Setembro 29, 2025
Acordo da Organização Mundial do Comércio que regula subsídios à pesca entra em vigor
Por: Oceana
O TEMA: Transparência
Embora represente um marco, são necessárias mais ações para proteger os peixes e as comunidades que dependem deles, antes que o tempo se esgote
O Acordo sobre Subsídios à Pesca, da Organização Mundial do Comércio (OMC), entrou em vigor no dia 15 de setembro, após a ratificação do Brasil, Quênia, Tonga e Vietnã. Esse era um passo há muito aguardado para conter os bilhões em recursos públicos que apoiam práticas nocivas, como a pesca ilegal, não declarada e não regulamentada, além da exploração de estoques em sobrepesca.
Para o diretor-geral da Oceana, Ademilson Zamboni, a notícia merece ser comemorada como um primeiro passo na busca por mecanismos que exijam transparência e atenção à sustentabilidade das atividades pesqueiras em todo o mundo. “Mas ainda há muito a ser feito, tanto por sua implementação como na construção de mais políticas que ajudem a reduzir a sobrepesca e a pesca ilegal de maneira eficaz”, explica o oceanólogo.
Esse é o primeiro acordo multilateral firmado pela OMC a vincular comércio e meio ambiente. Aprovado em 2022, na 12ª Conferência Ministerial da Organização, em Genebra, na Suíça, ele precisava ser ratificado por, no mínimo, 110 países-membros. Com a aprovação do Congresso Nacional em julho deste ano, o Brasil foi um dos últimos a preencher essa lista. Segundo nota oficial do governo, o acordo representa um “passo histórico na governança global da pesca, em consonância com o Objetivo de Desenvolvimento Sustentável 14.6 das Nações Unidas, e contribuirá para a recuperação dos estoques marinhos, a preservação da vida nos oceanos e a promoção de condições mais justas de concorrência no setor pesqueiro”.
Próximos passos
“Embora essa seja uma das raras boas notícias na luta contra subsídios nocivos, a OMC está apenas começando essa corrida e o tempo para cruzar a linha de chegada está passando”, afirmou Daniel Skerritt, gerente sênior da Oceana.
O acordo, conhecido como Fish 1, exigirá, por exemplo, que os membros signatários informem a maneira como suas frotas recebem os subsídios e forneçam financiamento a países em desenvolvimento e menos desenvolvidos para ajudá-los a cumprir esses compromissos, por meio do Fundo de Pesca da OMC.

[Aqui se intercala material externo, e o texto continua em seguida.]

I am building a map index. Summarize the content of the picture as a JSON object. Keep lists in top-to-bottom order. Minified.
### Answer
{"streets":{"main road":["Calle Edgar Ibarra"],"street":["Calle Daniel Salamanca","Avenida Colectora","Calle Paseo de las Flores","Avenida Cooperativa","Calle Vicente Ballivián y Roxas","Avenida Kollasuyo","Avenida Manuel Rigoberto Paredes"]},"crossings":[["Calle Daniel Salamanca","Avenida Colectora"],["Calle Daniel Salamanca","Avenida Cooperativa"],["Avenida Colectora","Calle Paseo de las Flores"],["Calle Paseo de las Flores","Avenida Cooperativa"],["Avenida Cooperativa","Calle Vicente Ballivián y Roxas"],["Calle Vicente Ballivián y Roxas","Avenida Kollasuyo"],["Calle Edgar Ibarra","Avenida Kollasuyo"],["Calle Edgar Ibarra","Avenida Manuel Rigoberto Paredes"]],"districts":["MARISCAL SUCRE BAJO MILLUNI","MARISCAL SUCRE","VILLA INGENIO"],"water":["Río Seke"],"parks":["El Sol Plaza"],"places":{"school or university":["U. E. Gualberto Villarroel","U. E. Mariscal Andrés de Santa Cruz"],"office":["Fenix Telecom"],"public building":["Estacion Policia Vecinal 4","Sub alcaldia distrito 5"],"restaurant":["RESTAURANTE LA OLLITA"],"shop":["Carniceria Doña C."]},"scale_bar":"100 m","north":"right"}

Em 2001, quando as negociações começaram, as populações de peixes em todo o mundo já estavam em declínio devido à sobrepesca. Hoje, a situação é ainda mais grave: 38% das populações globais de peixes estão sobrepescadas; outras 51% estão totalmente explotadas e sem condições de suportar mais pressão pesqueira. Já no Brasil, a Auditoria da Pesca 2024 aponta que 68% dos estoques conhecidos estão sobrepescados. Os subsídios à pesca podem agravar esse problema ao estimular a expansão das frotas e sua capacidade de atuação, destinando recursos públicos, por exemplo, para modernização ou construção de novas embarcações além do que as pescarias conseguem sustentar.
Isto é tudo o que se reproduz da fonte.